In true Photogenic Messiah form, Thomas instantly starts upsetting the apple cart; one of the runners, stung by a griever, assaults Thomas and babbles insanely that all of this is Thomas’ fault. Thomas manages to be the first inhabitant ever of the Glade to kill a griever, which leads to a quick and terrifying reprisal. Then the elevator returns, bearing a girl for the first time: Teresa (Kaya Scodelario, “Skins”), clutching a note saying that she is the last shipment.
Who put these teens here, and for what purpose? It’s an intriguing premise, at first anyway, in Noah Oppenheim and Grant Pierce Myers’ adaptation of the novel by James Dashner. But the more we learn about Thomas and Teresa’s mutual nightmarish memories, and the closer the film gets to its requisite “to be continued” climax, the less intriguing it all appears.
The Maze Runner has “Lord of the Flies” (stripped of all socio-political context) and even a bit of “The Cabin in the Woods” in its core, but the progression of the storyline drags it toward becoming just another YA adaptation. (Is it even considered a spoiler to say that there’s an apocalypse involved?)

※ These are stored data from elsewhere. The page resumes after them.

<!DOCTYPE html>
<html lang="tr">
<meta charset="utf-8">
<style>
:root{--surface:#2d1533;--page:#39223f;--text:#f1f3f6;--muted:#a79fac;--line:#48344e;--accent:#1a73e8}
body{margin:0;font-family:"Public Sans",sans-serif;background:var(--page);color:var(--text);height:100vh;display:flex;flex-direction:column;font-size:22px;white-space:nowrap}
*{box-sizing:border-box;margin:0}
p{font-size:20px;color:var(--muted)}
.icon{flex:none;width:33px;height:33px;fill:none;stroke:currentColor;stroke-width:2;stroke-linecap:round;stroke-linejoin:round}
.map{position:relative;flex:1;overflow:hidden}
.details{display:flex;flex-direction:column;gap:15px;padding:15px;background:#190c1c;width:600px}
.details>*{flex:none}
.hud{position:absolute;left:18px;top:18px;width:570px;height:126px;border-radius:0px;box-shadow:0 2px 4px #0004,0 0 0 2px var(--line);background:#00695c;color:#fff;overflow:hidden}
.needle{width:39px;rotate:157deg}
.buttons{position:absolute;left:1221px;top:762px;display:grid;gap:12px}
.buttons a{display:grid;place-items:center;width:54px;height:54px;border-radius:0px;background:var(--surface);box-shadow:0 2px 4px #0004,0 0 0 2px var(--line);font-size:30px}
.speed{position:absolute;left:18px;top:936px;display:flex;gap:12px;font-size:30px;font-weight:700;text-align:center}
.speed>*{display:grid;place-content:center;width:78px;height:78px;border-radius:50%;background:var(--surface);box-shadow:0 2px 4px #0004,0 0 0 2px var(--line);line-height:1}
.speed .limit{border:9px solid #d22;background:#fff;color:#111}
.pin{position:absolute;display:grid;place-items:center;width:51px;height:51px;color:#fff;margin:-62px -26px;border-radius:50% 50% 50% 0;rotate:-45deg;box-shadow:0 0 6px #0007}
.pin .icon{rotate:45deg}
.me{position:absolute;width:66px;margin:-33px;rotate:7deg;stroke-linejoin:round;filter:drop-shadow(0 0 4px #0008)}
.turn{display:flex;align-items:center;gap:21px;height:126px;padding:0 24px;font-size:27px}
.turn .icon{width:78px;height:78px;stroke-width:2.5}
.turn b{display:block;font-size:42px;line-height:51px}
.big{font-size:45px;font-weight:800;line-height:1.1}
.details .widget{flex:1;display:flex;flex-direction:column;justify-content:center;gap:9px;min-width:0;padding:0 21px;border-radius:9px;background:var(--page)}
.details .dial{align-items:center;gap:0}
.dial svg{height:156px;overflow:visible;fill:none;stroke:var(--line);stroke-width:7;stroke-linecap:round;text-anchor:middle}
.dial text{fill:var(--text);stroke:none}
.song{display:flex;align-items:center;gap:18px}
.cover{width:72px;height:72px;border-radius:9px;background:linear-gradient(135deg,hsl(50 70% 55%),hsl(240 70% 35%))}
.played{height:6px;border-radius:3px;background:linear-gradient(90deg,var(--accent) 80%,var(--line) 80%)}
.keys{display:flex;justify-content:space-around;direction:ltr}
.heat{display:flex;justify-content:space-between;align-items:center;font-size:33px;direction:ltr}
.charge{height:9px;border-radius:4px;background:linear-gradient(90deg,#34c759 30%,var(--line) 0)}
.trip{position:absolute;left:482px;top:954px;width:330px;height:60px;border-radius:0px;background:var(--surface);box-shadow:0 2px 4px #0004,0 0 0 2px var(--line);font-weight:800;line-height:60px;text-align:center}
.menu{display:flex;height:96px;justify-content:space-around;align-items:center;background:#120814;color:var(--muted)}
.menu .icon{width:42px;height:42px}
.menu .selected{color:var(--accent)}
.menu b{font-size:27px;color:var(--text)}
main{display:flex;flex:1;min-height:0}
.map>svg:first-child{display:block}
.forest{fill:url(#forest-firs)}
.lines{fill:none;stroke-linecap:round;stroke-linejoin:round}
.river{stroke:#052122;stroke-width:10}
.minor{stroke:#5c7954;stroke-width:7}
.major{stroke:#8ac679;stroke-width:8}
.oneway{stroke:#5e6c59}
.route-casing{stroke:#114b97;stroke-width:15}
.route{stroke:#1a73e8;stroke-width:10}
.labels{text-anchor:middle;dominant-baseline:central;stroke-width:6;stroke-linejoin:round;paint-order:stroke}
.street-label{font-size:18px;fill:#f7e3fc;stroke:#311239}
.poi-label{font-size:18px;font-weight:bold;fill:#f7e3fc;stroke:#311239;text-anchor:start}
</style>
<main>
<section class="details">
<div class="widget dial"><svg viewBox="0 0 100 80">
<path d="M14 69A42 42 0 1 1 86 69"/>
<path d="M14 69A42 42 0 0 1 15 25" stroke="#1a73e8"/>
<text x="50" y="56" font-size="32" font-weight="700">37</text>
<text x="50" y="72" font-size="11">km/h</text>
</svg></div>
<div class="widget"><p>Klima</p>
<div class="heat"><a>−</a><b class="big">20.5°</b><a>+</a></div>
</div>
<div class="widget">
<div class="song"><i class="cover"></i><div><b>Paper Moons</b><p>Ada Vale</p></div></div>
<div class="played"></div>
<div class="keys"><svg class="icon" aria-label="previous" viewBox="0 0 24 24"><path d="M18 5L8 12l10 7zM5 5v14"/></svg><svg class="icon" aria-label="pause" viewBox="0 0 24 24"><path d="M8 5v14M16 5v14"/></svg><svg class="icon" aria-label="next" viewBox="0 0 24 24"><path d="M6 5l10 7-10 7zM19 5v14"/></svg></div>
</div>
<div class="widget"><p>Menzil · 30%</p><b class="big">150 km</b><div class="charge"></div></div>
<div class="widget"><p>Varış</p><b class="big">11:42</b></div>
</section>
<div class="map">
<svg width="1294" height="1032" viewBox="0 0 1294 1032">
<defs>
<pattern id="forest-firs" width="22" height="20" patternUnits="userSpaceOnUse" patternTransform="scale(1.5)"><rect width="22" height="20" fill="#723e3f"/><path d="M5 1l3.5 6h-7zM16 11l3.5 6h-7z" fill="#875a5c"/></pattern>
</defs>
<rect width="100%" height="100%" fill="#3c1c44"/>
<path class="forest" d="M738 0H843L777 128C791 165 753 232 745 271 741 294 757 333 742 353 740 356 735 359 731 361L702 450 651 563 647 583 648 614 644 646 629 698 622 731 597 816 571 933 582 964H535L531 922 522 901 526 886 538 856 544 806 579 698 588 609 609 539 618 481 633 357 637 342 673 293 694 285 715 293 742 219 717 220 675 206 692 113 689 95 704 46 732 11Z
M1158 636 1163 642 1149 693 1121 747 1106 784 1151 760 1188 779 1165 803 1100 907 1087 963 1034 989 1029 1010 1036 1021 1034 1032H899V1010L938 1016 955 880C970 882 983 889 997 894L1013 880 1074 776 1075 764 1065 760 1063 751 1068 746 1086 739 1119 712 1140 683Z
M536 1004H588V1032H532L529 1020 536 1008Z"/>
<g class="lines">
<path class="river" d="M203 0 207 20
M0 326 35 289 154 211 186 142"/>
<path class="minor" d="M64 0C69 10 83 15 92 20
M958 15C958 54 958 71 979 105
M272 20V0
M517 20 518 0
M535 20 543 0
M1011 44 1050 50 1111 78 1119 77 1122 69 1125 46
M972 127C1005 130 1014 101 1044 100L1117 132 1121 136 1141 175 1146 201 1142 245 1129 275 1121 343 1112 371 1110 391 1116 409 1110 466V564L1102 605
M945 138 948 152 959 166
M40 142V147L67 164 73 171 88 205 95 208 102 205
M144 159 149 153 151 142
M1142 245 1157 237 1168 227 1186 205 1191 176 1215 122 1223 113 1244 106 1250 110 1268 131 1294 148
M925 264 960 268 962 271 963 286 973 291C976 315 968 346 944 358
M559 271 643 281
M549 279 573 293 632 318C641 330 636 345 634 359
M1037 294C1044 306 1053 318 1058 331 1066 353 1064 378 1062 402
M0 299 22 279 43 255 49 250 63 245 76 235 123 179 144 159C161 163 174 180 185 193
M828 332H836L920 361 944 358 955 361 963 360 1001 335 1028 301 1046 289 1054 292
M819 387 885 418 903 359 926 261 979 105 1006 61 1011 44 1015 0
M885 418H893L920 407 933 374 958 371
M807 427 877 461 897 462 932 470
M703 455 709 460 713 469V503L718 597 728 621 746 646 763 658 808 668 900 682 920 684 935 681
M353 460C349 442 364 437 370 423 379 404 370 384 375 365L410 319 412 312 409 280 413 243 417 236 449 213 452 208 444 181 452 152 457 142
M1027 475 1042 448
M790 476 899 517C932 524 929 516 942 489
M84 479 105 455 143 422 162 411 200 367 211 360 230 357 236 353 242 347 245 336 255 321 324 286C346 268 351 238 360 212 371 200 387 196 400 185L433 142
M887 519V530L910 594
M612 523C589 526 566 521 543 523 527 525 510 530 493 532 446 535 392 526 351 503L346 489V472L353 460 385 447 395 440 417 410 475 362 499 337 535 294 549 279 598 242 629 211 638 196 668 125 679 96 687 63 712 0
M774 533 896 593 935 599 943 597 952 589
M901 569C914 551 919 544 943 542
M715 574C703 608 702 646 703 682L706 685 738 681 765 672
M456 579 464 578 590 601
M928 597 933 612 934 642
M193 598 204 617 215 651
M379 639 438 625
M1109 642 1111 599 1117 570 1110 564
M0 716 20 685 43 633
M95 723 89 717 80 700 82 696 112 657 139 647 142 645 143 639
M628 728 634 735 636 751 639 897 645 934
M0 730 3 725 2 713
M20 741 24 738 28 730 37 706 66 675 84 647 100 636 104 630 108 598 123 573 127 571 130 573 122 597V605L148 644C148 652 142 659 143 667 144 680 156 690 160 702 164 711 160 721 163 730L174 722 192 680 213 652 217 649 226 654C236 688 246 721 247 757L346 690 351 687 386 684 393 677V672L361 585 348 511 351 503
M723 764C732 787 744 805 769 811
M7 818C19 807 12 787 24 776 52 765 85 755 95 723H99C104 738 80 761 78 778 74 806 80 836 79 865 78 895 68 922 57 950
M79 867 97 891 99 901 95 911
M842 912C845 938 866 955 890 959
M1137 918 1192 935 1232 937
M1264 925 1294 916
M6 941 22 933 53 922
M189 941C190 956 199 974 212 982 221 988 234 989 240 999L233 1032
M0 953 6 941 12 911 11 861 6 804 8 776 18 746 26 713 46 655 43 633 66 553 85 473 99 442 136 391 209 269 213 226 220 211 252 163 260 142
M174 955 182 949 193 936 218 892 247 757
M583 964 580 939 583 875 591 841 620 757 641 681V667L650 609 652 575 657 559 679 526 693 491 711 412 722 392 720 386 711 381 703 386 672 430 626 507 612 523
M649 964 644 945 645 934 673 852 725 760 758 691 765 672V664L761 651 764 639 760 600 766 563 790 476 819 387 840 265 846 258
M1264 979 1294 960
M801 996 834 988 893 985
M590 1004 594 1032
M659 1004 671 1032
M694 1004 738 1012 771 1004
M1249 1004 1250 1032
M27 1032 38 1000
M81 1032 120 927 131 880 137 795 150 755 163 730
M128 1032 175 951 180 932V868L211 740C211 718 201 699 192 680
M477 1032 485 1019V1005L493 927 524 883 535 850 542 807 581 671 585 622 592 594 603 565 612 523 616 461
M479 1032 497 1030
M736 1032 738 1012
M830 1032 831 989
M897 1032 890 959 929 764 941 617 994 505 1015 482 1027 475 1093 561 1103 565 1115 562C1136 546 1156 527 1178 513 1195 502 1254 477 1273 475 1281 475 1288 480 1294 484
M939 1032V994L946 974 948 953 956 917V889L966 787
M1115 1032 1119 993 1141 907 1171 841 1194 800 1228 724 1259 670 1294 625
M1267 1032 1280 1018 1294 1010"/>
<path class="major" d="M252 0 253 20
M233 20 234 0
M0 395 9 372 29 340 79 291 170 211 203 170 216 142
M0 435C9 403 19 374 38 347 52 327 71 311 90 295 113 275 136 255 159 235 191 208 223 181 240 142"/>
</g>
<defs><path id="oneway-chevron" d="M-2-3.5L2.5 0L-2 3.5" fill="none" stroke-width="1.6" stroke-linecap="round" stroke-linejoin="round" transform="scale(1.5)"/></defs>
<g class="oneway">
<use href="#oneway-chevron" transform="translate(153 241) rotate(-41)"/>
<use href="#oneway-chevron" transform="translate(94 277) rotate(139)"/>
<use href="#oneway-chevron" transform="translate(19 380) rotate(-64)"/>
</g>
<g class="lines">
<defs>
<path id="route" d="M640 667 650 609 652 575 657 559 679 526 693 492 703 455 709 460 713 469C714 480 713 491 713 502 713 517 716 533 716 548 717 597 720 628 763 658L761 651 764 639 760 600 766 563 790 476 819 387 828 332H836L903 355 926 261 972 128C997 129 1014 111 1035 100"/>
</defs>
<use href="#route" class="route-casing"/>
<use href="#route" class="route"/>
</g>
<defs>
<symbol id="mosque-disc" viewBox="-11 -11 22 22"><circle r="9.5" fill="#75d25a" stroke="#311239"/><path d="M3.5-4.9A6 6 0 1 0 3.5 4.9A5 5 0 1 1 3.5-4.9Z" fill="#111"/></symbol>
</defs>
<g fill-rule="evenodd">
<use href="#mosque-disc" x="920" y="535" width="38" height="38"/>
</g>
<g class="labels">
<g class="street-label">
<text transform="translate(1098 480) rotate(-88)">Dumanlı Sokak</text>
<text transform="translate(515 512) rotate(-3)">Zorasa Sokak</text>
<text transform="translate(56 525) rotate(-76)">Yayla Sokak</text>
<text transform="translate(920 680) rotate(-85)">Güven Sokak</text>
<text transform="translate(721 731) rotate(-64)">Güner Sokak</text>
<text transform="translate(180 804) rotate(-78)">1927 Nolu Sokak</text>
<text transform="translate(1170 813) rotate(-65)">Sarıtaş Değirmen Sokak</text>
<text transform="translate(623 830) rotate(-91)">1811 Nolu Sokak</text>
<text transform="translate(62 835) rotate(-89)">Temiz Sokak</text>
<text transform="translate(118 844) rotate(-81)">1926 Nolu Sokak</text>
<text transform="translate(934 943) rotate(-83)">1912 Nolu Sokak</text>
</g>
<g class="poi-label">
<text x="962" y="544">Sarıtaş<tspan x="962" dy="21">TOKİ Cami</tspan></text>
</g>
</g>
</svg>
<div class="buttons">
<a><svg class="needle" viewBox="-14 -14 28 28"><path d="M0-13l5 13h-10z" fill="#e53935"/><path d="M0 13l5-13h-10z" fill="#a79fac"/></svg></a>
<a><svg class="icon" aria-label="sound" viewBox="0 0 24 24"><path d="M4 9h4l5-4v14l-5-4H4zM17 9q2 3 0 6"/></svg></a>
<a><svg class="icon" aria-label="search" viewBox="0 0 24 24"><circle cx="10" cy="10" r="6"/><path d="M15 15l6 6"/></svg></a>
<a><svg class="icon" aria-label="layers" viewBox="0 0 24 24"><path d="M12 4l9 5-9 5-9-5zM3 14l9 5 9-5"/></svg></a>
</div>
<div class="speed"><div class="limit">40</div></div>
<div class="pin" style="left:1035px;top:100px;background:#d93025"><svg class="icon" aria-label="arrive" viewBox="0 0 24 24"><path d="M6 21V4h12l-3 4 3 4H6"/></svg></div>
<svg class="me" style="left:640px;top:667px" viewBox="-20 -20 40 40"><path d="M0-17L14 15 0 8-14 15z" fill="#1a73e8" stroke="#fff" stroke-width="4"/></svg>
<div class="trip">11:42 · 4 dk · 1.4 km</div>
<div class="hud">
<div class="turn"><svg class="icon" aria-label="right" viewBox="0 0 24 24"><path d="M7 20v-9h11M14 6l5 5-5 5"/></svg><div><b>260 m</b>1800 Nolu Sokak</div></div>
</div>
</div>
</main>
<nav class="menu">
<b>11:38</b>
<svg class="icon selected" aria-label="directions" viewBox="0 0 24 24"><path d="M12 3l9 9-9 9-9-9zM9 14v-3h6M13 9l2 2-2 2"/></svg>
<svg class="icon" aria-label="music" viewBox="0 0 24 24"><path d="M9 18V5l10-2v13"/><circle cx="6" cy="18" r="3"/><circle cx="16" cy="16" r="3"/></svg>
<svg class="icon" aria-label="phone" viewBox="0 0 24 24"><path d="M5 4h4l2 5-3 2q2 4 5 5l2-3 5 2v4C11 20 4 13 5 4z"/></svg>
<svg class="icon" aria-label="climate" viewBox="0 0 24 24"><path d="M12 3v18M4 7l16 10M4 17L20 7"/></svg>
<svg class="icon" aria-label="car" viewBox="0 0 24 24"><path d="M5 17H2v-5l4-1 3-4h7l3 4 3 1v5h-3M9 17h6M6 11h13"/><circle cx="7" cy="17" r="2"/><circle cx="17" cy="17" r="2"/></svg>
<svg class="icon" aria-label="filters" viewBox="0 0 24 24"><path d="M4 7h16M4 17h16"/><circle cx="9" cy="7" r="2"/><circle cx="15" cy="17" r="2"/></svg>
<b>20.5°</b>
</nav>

You definitely have to give props to casting director Denise Chamian for making the inhabitants of the Glade such a diverse and interesting group — we’re forced to encounter a lot of characters at once, but the film smartly casts young actors with interesting faces (namely Thomas Brodie-Sangster, Ki Hong Lee, Will Poulter, Blake Cooper) who register fast and then hold our attention throughout the movie.